Jacques LARCHER

Mon diplôme d’ingénieur horticole en poche (Ecole nationale supérieure d’horticulture de Versailles), le service militaire m’envoie en Algérie, comme presque tout le monde à cette époque. Dès mon retour à la vie civile, je suis engagé, en 1958, par la compagnie Fria (Compagnie internationale pour la fabrication de l'alumine) pour créer les jardins et les espace verts de la nouvelle cité de Fria en Guinée. Le contexte politique local, très tendu à l’époque, oblige la compagnie, en 1959, à rapatrier tous les cadres non indispensables au projet (usine d’aluminium).

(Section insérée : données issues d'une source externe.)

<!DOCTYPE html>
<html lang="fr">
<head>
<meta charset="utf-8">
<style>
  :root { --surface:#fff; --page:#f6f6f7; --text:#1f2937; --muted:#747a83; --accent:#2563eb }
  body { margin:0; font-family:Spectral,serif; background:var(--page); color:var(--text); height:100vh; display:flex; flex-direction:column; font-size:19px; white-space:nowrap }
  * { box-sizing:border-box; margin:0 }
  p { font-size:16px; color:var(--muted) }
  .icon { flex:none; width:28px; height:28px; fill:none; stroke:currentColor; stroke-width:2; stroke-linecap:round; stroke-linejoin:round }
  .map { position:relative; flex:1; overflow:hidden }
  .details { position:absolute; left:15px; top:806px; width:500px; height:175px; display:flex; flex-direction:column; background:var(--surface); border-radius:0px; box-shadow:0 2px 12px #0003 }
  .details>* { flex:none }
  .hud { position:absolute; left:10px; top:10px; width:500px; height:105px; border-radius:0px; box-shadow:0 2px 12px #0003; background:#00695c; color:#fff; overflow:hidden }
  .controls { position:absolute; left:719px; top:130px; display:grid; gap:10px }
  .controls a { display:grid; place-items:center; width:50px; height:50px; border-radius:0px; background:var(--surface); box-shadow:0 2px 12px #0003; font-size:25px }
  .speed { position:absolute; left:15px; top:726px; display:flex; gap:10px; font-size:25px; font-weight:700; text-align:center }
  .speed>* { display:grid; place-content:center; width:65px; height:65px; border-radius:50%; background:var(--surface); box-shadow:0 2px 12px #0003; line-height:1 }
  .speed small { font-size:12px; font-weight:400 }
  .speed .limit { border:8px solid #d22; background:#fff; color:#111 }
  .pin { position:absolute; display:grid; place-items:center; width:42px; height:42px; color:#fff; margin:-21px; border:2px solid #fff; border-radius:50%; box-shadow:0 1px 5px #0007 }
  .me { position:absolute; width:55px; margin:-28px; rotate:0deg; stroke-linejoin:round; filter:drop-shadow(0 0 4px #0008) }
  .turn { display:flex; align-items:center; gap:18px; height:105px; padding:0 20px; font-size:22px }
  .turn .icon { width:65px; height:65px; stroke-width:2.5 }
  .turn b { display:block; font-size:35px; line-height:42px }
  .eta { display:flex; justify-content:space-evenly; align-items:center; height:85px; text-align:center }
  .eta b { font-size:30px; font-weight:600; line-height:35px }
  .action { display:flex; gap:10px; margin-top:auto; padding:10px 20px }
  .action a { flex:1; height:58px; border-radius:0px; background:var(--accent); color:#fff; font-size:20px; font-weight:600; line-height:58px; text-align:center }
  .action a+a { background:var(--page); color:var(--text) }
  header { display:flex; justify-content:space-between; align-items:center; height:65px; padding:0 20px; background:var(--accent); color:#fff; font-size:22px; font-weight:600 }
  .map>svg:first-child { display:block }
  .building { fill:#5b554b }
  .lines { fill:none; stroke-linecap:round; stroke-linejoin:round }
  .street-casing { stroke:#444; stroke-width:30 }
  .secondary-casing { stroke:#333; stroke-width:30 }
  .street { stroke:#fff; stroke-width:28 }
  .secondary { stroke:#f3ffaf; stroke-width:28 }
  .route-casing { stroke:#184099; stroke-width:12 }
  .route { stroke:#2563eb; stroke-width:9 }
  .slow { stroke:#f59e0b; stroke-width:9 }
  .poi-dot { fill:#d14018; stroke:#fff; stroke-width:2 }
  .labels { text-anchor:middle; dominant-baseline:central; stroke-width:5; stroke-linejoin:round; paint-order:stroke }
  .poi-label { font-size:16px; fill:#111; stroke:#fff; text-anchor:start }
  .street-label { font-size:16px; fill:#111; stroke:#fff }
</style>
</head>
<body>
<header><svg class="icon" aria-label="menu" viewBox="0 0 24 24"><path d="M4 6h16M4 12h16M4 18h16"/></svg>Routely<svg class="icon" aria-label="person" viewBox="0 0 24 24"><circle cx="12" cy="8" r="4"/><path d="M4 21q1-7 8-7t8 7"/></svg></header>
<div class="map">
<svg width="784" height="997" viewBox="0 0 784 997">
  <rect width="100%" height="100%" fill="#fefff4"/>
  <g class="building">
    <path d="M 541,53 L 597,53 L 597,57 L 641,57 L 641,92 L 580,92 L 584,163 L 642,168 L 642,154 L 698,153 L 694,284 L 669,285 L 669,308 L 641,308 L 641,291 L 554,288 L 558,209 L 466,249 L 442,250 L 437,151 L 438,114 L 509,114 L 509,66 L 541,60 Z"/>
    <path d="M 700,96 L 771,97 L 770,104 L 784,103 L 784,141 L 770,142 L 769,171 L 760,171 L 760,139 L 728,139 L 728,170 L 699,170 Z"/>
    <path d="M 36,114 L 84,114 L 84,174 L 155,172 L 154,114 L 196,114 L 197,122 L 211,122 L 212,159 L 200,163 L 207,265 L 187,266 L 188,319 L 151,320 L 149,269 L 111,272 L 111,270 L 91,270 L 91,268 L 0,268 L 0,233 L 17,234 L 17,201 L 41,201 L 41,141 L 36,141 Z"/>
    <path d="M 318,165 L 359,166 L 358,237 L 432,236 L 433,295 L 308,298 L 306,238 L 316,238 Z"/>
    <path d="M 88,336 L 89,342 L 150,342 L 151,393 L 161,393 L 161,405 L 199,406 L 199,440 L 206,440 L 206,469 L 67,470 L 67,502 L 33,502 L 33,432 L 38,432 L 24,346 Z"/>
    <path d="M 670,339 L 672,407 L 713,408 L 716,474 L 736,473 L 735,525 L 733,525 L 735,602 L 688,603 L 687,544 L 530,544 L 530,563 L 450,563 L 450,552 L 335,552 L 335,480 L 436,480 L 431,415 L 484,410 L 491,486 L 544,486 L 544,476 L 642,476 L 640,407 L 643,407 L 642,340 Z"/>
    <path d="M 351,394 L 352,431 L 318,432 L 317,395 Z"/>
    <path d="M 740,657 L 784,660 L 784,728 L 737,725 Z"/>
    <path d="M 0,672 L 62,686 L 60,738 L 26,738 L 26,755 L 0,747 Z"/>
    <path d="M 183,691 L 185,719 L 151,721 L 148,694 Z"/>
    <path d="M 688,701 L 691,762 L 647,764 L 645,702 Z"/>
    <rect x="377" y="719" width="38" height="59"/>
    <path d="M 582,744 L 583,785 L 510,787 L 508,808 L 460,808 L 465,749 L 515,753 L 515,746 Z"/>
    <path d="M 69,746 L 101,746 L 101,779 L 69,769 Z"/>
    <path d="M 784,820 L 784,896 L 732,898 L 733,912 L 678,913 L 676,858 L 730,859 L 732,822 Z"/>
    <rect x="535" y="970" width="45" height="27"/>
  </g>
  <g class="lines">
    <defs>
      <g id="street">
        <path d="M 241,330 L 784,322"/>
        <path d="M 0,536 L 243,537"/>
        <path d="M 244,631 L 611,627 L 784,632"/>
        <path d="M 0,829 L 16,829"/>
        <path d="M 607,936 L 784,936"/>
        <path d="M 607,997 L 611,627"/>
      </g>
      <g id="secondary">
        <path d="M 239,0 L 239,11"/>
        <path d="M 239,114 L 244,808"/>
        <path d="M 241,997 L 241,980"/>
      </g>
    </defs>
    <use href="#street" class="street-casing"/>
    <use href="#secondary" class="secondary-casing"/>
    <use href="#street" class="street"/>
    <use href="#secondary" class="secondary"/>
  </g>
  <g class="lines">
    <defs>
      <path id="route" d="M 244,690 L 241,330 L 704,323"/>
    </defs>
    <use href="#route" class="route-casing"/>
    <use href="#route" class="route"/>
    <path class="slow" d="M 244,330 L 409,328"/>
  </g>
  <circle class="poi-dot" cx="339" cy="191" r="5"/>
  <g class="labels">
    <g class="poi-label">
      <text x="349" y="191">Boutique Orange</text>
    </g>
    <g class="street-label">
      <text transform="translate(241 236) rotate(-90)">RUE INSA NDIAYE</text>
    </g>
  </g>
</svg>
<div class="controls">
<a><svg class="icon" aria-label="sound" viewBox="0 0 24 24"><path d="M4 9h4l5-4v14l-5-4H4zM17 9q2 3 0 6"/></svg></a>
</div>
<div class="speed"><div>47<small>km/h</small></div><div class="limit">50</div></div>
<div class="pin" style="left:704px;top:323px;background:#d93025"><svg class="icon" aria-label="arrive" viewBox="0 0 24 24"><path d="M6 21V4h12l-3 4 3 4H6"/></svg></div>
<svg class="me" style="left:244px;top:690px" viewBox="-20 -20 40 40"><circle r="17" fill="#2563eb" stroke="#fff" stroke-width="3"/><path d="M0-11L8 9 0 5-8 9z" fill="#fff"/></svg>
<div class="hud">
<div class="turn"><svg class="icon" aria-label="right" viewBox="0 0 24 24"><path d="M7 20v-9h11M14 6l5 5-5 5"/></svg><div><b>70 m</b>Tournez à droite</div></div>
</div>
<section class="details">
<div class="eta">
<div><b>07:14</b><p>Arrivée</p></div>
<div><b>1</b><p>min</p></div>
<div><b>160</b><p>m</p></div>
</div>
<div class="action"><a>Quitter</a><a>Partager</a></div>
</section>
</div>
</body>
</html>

Brefs passages chez Phytochim (Bayer) en France puis à l’IRHO (Institut de recherche pour les huiles et oléagineux) en Côte d’Ivoire avant d’intégrer l’Irat (Institut de recherches agronomiques tropicales et des cultures vivrières) en 1961, avec comme première affectation le centre de recherches agronomiques de Boukoko (RCA) comme responsable du programme poivrier. Dès 1967, je rejoins les Comores en tant que directeur de l’agence Irat-Comores, chargé, avec 4 puis 5 chercheurs, des programmes de phytotechnie cultures vivrières en zone montagneuse et de la cartographie des terres agricoles du territoire. En 1975, je prends la direction de l’agence Irat en Guyane avec la responsabilité des programmes de recherche sur la riziculture irriguée, les cultures maraîchères en hydroponie et les différentes plantes vivrières cultivées dans le département. Courant 1977, je suis détaché auprès de l’Isra (Institut sénégalais de recherches agricoles) au Sénégal, comme responsable du programme soja au CNRA de Bambey. A ce titre, je coordonne les autres disciplines concernant le soja. Parallèlement à ces activités, j’ai également la charge du programme soja/légumineuses de l’Irat et de la représentation de l’Institut auprès de l’Isra. En 1986, je suis appelé à prendre la direction de l’agence Cirad-Polynésie et des recherches concernant les cultures maraîchères, le vanillier, l’exploitation des lentilles d’eau douce des atolls pour l’irrigation de cultures.

1989, retour à Montpellier comme adjoint au s/directeur des ressources naturelles du département Irat puis comme chargé de mission à la direction du département cultures annuelles du Cirad.

Fin 1994, je fais valoir mes droits à la retraite et me retire à Clapiers où je continue alors une vie active au sein de la Banque Alimentaire et d’associations. Courant 2009, déménagement vers Les Landes, dans le petit village de Hinx, à 10 km de Dax, où je suis très engagé au sein de la paroisse comme de la copropriété où j’habite maintenant.